_Data section:_
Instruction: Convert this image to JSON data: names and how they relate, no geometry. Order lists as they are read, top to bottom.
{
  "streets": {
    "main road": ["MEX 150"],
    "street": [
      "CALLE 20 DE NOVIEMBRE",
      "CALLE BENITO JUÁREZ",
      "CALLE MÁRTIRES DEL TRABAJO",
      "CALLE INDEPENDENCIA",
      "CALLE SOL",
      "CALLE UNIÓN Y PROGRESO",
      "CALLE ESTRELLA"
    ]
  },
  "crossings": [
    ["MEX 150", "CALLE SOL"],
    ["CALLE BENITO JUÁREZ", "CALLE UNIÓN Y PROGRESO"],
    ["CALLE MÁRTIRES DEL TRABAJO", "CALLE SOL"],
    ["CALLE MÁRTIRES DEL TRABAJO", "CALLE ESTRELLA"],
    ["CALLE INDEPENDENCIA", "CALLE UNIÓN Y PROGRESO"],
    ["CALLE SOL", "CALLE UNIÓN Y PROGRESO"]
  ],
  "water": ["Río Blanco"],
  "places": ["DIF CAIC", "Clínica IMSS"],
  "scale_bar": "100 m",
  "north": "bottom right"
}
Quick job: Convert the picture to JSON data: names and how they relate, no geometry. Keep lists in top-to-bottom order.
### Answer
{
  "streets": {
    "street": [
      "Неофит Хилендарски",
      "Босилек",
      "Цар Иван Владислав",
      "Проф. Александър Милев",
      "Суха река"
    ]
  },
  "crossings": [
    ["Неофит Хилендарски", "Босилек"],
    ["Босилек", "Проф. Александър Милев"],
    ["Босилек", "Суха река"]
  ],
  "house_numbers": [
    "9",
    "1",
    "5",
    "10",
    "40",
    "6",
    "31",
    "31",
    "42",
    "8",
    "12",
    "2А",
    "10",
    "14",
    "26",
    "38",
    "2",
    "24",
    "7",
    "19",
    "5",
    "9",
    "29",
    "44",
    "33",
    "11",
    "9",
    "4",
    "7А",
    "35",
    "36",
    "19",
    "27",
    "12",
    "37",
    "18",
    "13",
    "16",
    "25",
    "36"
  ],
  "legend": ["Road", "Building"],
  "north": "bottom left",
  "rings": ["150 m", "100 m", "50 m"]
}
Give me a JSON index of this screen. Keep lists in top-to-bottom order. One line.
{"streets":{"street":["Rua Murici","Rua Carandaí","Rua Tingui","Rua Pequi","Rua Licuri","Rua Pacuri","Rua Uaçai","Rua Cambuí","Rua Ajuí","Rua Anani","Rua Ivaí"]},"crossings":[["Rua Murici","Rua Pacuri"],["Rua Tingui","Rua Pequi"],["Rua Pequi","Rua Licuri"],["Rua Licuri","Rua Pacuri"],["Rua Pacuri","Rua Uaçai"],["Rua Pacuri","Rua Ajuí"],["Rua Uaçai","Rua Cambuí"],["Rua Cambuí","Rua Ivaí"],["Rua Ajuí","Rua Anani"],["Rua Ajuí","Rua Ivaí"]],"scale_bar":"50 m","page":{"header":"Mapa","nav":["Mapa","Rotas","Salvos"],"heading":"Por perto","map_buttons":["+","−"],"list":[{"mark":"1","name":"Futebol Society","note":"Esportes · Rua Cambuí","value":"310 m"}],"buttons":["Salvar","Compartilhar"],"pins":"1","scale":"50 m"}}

_Problem to work on:_ Search the listing above for the word "geometry", and copy every line that has it.

_Completed exercise:_
Instruction: Convert this image to JSON data: names and how they relate, no geometry. Order lists as they are read, top to bottom.
Quick job: Convert the picture to JSON data: names and how they relate, no geometry. Keep lists in top-to-bottom order.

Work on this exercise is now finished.